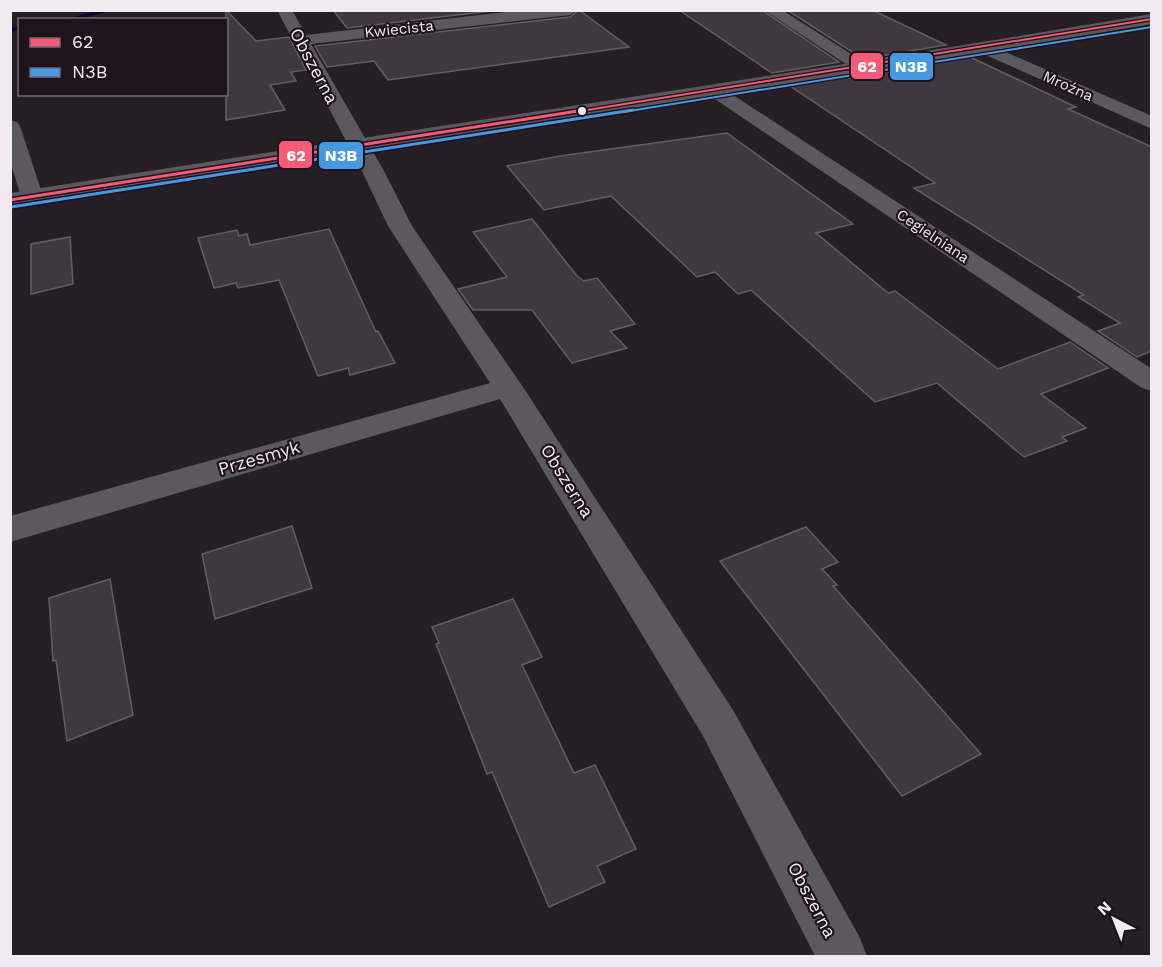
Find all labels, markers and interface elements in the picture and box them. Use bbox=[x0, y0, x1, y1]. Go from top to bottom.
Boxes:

---

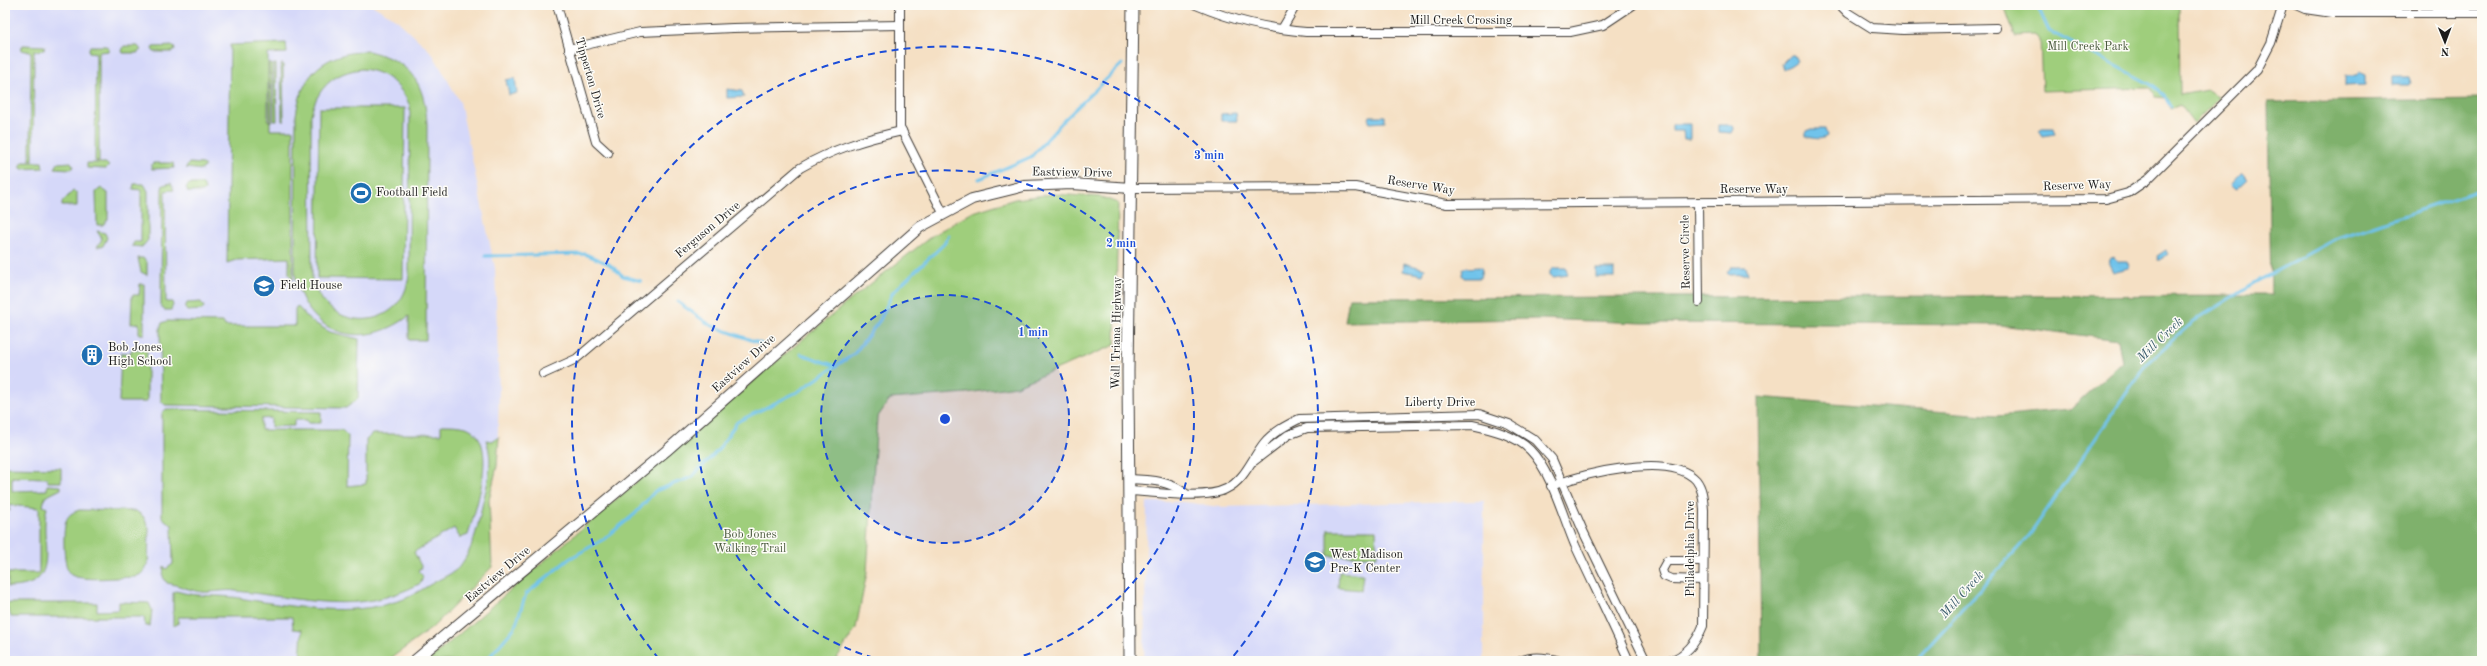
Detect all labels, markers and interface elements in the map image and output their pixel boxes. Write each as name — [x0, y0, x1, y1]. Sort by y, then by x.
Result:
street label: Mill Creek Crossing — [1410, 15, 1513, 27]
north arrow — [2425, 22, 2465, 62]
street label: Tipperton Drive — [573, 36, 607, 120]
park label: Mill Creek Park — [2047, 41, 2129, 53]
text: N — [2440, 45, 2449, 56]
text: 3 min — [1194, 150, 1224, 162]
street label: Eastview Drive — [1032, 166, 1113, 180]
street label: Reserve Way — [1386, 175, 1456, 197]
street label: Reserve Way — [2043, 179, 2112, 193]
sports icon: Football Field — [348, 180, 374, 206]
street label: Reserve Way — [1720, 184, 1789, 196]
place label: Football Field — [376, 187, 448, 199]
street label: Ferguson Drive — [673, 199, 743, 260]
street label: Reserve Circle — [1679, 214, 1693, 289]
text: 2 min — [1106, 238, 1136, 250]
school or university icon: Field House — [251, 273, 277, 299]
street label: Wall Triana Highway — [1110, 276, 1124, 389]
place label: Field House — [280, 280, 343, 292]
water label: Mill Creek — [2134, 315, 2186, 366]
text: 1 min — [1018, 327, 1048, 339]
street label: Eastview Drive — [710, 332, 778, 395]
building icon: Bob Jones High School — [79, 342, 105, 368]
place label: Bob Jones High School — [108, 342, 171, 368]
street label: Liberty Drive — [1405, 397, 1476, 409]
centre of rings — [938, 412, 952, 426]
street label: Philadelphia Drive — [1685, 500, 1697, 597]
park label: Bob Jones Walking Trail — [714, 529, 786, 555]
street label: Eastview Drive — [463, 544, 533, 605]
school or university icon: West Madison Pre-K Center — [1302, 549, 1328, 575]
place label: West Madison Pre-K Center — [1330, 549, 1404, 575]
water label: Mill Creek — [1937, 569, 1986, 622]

#### To do:
Within the listing above, work out how many lines contain the string "interface", and reply with that number only.

#### Written response:
2